Russia has an obligation to ensure that pro-Moscow forces comply with the terms of the international deal aimed at calming tensions in Ukraine, William Hague said.
The foreign secretary warned that sanctions were still an option unless there was evidence of Russian efforts to de-escalate the crisis within the next few days.
Hopes of progress following the diplomatic deal suffered a setback as pro-Russian insurgents in Ukraine’s east said they will only leave occupied government buildings if the interim administration in Kiev resigns.
Denis Pushilin, a spokesman of the self-appointed Donetsk People’s Republic, told reporters that the insurgents do not recognise the Ukrainian government as legitimate.

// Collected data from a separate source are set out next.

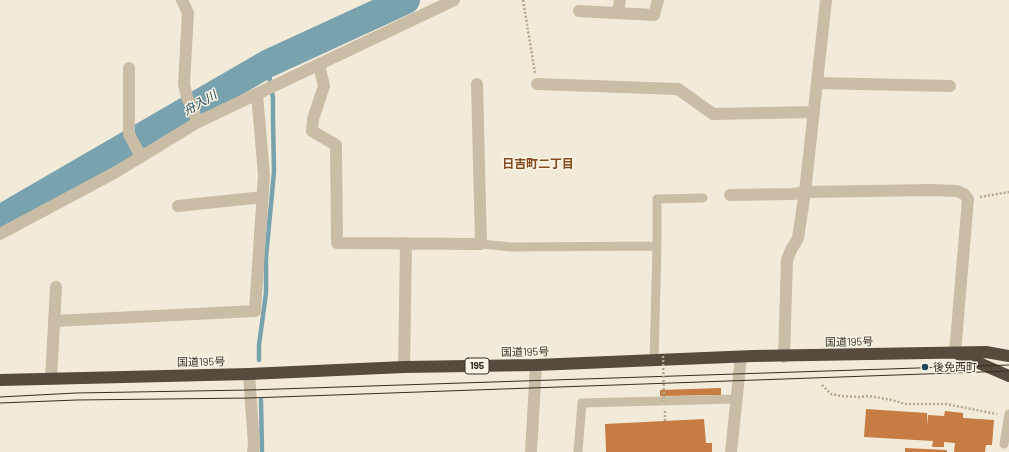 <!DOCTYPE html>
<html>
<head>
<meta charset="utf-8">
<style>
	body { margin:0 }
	canvas { display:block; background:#f2ebda }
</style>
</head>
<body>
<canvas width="1009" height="452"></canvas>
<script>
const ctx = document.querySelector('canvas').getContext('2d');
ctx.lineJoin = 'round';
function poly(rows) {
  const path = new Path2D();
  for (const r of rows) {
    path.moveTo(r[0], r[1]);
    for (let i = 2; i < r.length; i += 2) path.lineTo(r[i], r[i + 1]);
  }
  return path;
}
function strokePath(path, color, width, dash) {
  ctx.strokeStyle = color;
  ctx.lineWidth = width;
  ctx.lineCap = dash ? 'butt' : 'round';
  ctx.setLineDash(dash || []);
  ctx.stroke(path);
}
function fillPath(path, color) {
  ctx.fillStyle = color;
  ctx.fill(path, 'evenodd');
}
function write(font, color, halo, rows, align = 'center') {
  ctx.font = font + ' Barlow,"Noto Sans JP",sans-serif';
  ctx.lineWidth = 3;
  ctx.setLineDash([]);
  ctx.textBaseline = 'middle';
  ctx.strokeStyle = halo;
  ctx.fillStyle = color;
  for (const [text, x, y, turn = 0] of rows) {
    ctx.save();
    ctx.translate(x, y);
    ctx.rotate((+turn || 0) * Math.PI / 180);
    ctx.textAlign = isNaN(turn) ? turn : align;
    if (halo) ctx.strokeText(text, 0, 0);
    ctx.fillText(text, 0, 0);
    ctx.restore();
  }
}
const stream = poly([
	[259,360,259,345,266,293,266,257,274,172,273,119,273,98,267,64],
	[261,400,262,452]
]);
const river = poly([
	[0,219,267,64,406,0]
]);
const building = poly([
	[721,388,721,395,660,396,660,390],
	[866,409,927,413,927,426,928,415,944,416,945,411,963,413,963,418,994,420,992,445,986,445,985,452,954,452,955,443,944,442,944,447,932,447,933,441,864,437],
	[704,419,706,443,712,443,712,452,606,452,605,424],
	[905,448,947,450,947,452,905,452]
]);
const path = poly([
	[523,0,535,73],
	[980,197,1009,192],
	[822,385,831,394,841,396,859,397,869,396,892,400,905,404,946,404,997,414],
	[665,411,665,421]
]);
const lane = poly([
	[481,244,512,247,657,246],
	[654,360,657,246,657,199,703,198],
	[1004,444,1009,414],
	[578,452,582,403,737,399]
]);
const street = poly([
	[182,0,188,13,184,84,187,97,198,122],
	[579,11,654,15,658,0],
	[618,13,620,0],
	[319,64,324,86,313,119,312,131,336,145,337,243,481,244,477,84],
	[129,68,129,134,141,157],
	[817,83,950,86],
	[537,84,678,89,713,114,814,112],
	[730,195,793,194,805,192,931,190,957,191,964,194,968,199,955,353],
	[178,206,263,197],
	[0,234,116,172,198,122,454,0],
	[54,321,255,311,264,175,257,94],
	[784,357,787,260,791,250,798,238,805,192,826,0],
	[404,367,406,243],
	[249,374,254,445,253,452],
	[51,379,56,287],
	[531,452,536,365],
	[731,452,741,357]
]);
const highway = poly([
	[958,354,1009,376],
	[0,380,249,374,404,367,536,365,753,356,986,352,1009,356]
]);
const tram = poly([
	[0,397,76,393,249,390,1009,365],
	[0,403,77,400,250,398,1009,371]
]);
const pathBridge = poly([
	[663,356,664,401]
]);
const markers = [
	[925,367,4,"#1c4857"]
];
const shields = [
	[477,366,24]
];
const shieldNames = [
	["195",477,366]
];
const streetNames = [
	["国道195号",849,342,-1],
	["国道195号",525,352,-1],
	["国道195号",201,362,-1]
];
const poiNames = [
	["後免西町",933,367]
];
const waterNames = [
	["舟入川",200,103,-30]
];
const neighbourhoodNames = [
	["日吉町二丁目",538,164]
];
strokePath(stream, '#79a2af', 4.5);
strokePath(river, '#79a2af', 28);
fillPath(building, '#c77c43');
strokePath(path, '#b6a790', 2.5, [2, 2]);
strokePath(lane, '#cabda6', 9);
strokePath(street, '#cabda6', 12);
strokePath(highway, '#574a3e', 12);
strokePath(tram, '#362e27', 1);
strokePath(pathBridge, '#b6a790', 2.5, [2, 2]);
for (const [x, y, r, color] of markers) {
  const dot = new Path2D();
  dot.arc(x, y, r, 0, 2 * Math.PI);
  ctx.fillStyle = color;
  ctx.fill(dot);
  strokePath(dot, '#f9f4e6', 1.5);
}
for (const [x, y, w] of shields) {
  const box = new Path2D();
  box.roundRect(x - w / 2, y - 8, w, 16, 3);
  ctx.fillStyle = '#f9f4e6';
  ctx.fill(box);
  strokePath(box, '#362e27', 1);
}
write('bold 10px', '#362e27', null, shieldNames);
write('11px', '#362e27', '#f9f4e6', streetNames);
write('11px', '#362e27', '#f9f4e6', poiNames, 'left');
write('italic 12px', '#1c4857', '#f9f4e6', waterNames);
write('bold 12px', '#854b1f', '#f9f4e6', neighbourhoodNames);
</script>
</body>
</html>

Mr Hague said the government in Kiev had begun work on meeting the conditions of the agreement reached between Ukraine, Russia, the EU and US in Geneva and called on Vladimir Putin’s administration to do the same.
“We do want to see, over this weekend, Russia to take the necessary actions to reduce tensions, to make sure the agreement at Geneva yesterday is upheld,” he told TV.
“We believe that Russia contributed to destabilising the eastern Ukraine over the last week, now it is an important obligation on them to contribute to stabilising it. We will all want to see evidence of that, otherwise we will return to imposing more sanctions on Russia, as we agreed at the beginning of the week.”
He said the Geneva deal was an opportunity for “everybody involved to step back from the brink”.
“This doesn’t mean the Ukraine crisis is over; it does perhaps mean that the crisis is entering a new phase.”
Mr Hague told TV that Moscow had a “great deal of influence” over the opposition forces in eastern Ukraine.
The agreement, reached after seven hours of negotiation in Geneva, requires all sides to refrain from violence, intimidation or provocative actions.